On Friday, the jury acquitted Musa Vakhayev, 32, and Kazbek Dukuzov, 42, of Klebnikov’s murder after a four-month, closed-door trial criticized by the Committee to Protect Journalists for its lack of transparency. Both men were released.

A Moscow City Court official said the court would publish only the judgment, and that the trial proceedings would remain classified, ITAR-TASS news agency reported.

Klebnikov’s brother Michael Klebnikov welcomed the prosecutor’s decision. “Our lawyers tell us they believe there are procedural violations that would give grounds for an appeal,” he told CPJ today.

The Klebnikov family said earlier it respected the verdict but it voiced frustration with the lack of progress in the case. The family called on Russian authorities to work on the investigation “with renewed vigor.” It urged prosecutors to accept assistance from the U.S. government and other countries with the investigation, something Russian authorities have rejected without explanation for nearly two years.

In June, prosecutors accused Chechen separatist leader Khozh Akhmed Nukhayev of ordering Klebnikov’s slaying but have yet to present any evidence linking Nukhayev to the murder. Prosecutors say the killing was in retaliation for a book published by Klebnikov in 2003 profiling Nukhayev.

Some journalists have questioned the prosecutor’s case. Aleksandr Gordeyev, deputy editor of the Russian edition of Newsweek, spoke briefly to Klebnikov after he was shot, according to local and international press reports. Gordeyev said the mortally wounded editor told him twice that the gunman appeared to be an ethnic Russian. Klebnikov, 41, was gunned down outside his Moscow office.

From the beginning of the investigation, Russian authorities described Klebnikov’s case as a contract murder and said they believed he was killed because of his work. Klebnikov had written a number of books and articles that angered his subjects. Among other topics, he wrote about the shadowy world of Russia’s business tycoons.

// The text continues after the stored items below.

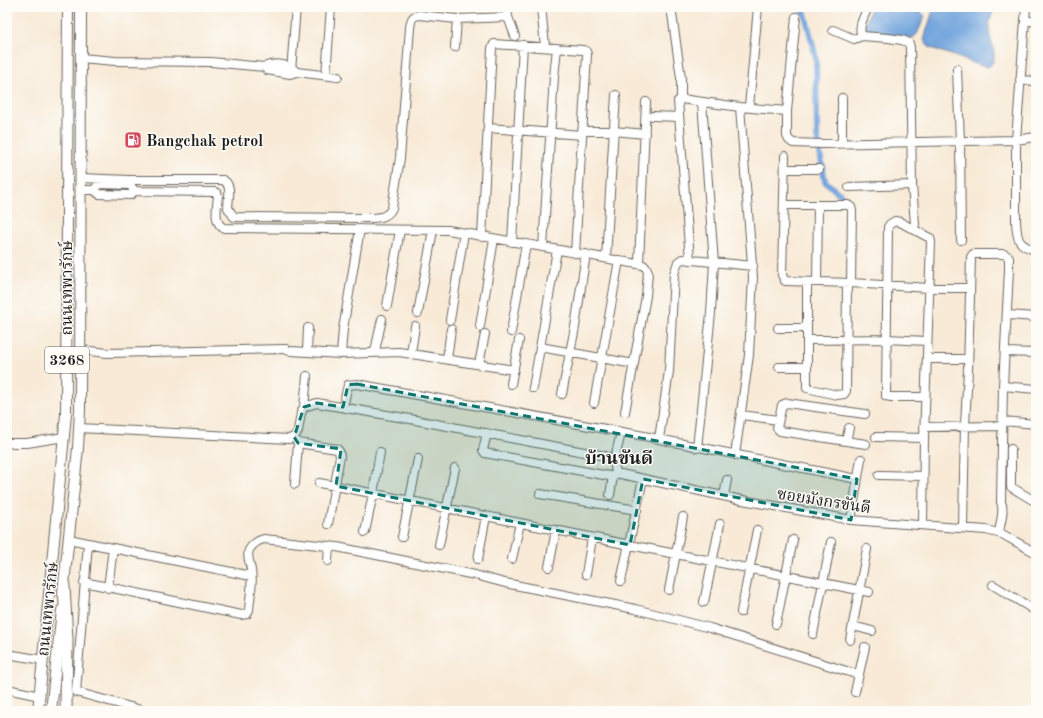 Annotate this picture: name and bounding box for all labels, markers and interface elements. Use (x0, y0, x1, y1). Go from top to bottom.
fuel station icon: Bangchak petrol (123, 130, 143, 150)
place label: Bangchak petrol (146, 134, 263, 150)
street label: ถนนเทพารักษ์ (57, 241, 76, 335)
road number: 3268 (45, 347, 89, 373)
district label: บ้านขันดี (585, 449, 653, 468)
street label: ซอยมังกรขันดี (776, 485, 872, 517)
street label: ถนนเทพารักษ์ (33, 561, 62, 657) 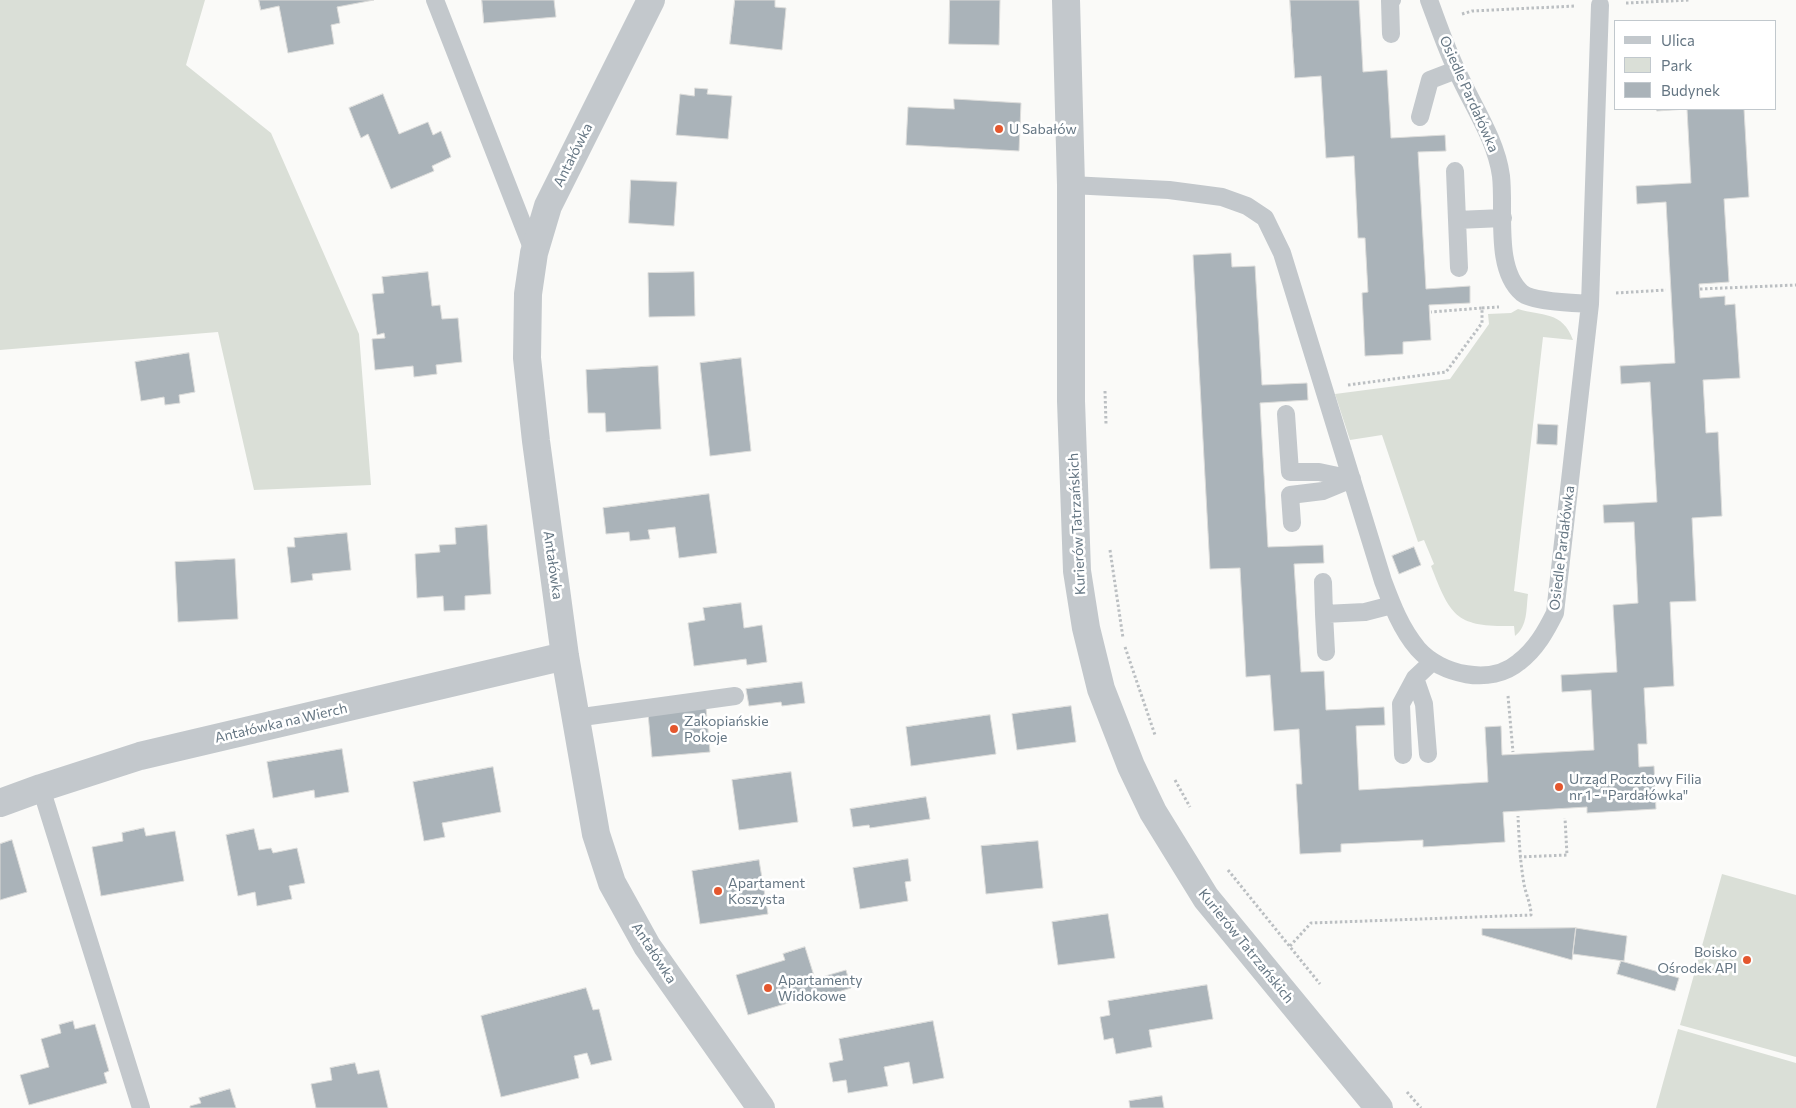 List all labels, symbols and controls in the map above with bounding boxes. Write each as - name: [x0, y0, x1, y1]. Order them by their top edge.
- legend: [1614, 20, 1776, 110]
- text: Ulica: [1661, 31, 1695, 49]
- street label: Osiedle Pardałówka: [1436, 33, 1502, 155]
- text: Park: [1661, 56, 1692, 74]
- text: Budynek: [1661, 81, 1720, 99]
- street label: Antałówka: [550, 120, 596, 190]
- place label: U Sabałów: [1009, 121, 1077, 137]
- marker: U Sabałów: [993, 123, 1005, 135]
- street label: Kurierów Tatrzańskich: [1065, 453, 1089, 595]
- street label: Osiedle Pardałówka: [1546, 485, 1578, 611]
- street label: Antałówka: [540, 530, 566, 600]
- street label: Antałówka na Wierch: [213, 700, 349, 746]
- place label: Zakopiańskie Pokoje: [684, 713, 769, 746]
- marker: Zakopiańskie Pokoje: [668, 723, 680, 735]
- place label: Urząd Pocztowy Filia nr 1 - "Pardałówka": [1569, 771, 1702, 804]
- marker: Urząd Pocztowy Filia nr 1 - "Pardałówka": [1553, 781, 1565, 793]
- place label: Apartament Koszysta: [728, 875, 805, 908]
- marker: Apartament Koszysta: [712, 885, 724, 897]
- street label: Kurierów Tatrzańskich: [1195, 885, 1297, 1007]
- street label: Antałówka: [628, 919, 680, 987]
- place label: Boisko Ośrodek API: [1657, 944, 1737, 976]
- marker: Boisko Ośrodek API: [1741, 954, 1753, 966]
- place label: Apartamenty Widokowe: [778, 972, 863, 1004]
- marker: Apartamenty Widokowe: [762, 982, 774, 994] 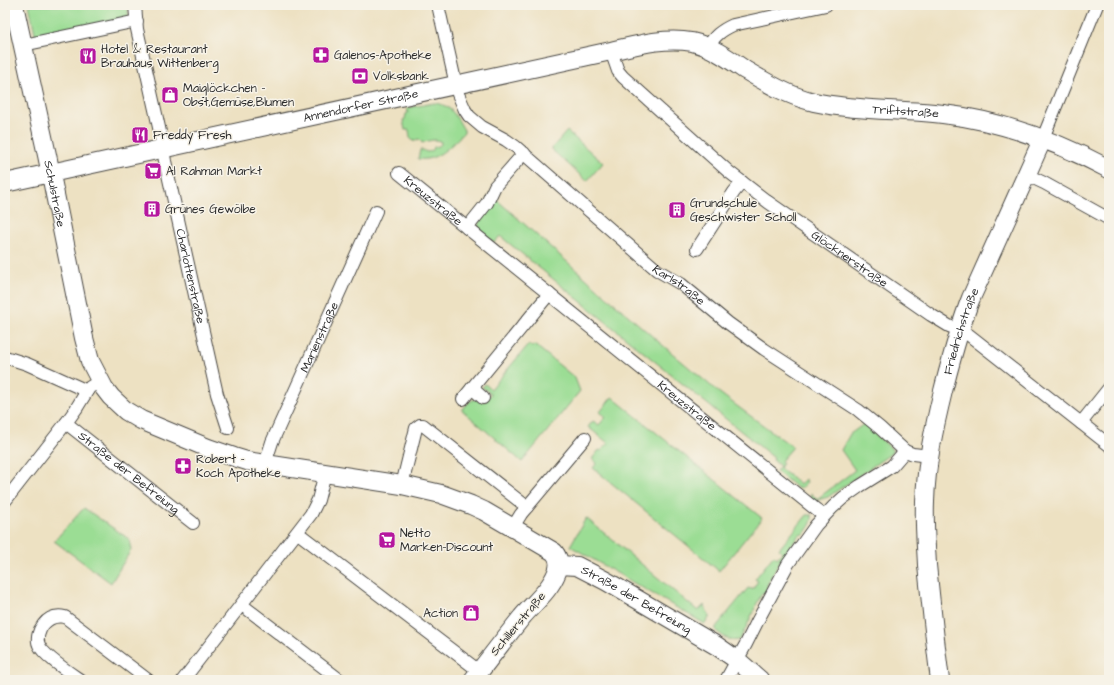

In addition to holding a trial closed to the public and the press, the Moscow City Court imposed a gag order in Klebnikov’s trial on February 26 at the request of the Prosecutor General’s Office, banning participants from talking about the proceedings or identifying witnesses to the press.

Twelve journalists have been killed in Russia in work-related and contract-style killings since Putin took office six years ago.

Despite public statements made by the Prosecutor General’s Office in Moscow that authorities have pursued and apprehended perpetrators in some of the cases, CPJ research has found that no one has been brought to justice in 11 of the 12 cases.